How has life changed so much that our ‘to-do’ list has become out of control? Why do I constantly feel like I need more of this and less of that? When do we ever sit back in our lives and feel truly content with what we have and take each day as it comes?
Being a parent today is demanding, without even hinting at having a job. As a modern parent there is pressure on us to also financially contribute to our family. The traditional version of ‘family’ has changed and suddenly Mum isn’t necessarily the home maker and Dad isn’t necessarily the money earner.
I must admit, this is something that continually revisits my thoughts. Am I doing enough as a parent and as financial contributor? Are my children’s lives happy and full and balanced with a range of activities? Do they eat well enough? Have enough social interaction? Do enough exercise? There’s little wonder mental health is such a huge topic at the moment.
While I don’t have a cure to these challenging thoughts, I can share the helpful strategies that I have been using to not completely beat myself up all the time. The mental load is huge… let’s not let it completely squash us.
- Talk. A problem shared is a problem halved. Whether you have a close friend, a supportive partner or even your mum, it helps to let them know your worries. Talking to your children is ok too, but be mindful of the depth and burden you place on them. Keeping it on a ‘need to know’ basis is the best way – for example, ‘I’m feeling a bit stressed today with a hectic work schedule and a messy house!’ Try not to launch into a rant.. you’ll lose them!
- Write it down. I regularly feel overwhelmed with simple tasks, but when I write a list and work through methodically I feel better. I have less of a sense of helplessness at the end of the day. It often helps to complete some smaller tasks each day so you can see the ticks on your page.

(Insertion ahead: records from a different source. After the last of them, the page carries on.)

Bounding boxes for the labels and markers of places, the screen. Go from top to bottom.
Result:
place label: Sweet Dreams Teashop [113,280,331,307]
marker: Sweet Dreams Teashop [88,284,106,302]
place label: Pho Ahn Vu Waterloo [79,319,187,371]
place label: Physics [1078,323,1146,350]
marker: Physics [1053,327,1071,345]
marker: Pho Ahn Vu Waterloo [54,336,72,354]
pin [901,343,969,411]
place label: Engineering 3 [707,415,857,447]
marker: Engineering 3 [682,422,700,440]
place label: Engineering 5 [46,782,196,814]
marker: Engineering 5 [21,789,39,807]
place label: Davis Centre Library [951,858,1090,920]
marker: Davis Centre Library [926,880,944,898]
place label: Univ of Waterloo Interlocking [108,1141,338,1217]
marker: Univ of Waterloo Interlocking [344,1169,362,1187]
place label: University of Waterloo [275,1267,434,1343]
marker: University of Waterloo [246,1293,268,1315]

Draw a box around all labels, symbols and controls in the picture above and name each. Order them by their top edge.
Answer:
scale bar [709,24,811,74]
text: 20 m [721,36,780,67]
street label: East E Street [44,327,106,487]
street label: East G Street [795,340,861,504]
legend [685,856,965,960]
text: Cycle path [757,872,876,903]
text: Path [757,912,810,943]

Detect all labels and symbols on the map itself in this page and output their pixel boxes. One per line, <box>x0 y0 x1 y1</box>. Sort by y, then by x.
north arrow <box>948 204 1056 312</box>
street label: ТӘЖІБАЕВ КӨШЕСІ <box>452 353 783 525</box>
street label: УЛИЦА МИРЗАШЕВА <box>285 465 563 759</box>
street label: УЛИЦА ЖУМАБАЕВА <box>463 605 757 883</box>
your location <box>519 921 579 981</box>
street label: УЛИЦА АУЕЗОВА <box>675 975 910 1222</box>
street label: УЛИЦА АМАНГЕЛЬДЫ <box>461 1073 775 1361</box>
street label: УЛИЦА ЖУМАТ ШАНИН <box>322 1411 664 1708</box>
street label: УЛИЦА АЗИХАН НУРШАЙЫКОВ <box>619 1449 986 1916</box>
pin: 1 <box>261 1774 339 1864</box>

- Break it down. A day can be long and overwhelming when you’ve got lots to do. Set yourself and your family some guidelines for the day. For example, ‘I’m going to work until lunch time and then we’ll take a break to play a game or do a puzzle’. Make sure you follow through… for both your sake and your child’s.
- Look for some joy in your day. What are you looking forward to today? My new mantra is ‘enjoy today’… stop looking forward and willing your life to zoom by… take some deep breaths and revaluate your day. Take a walk. Cook a favourite meal for dinner. Watch a favourite Netflix show. Find something and enjoy it.
These strategies will help you keep your stress under control, but will also model to your children some great life skills. If my children followed these steps each day I’d feel like I’ve done a pretty good job! Little eyes are always watching. Little ears are always listening. Let’s make those moments count.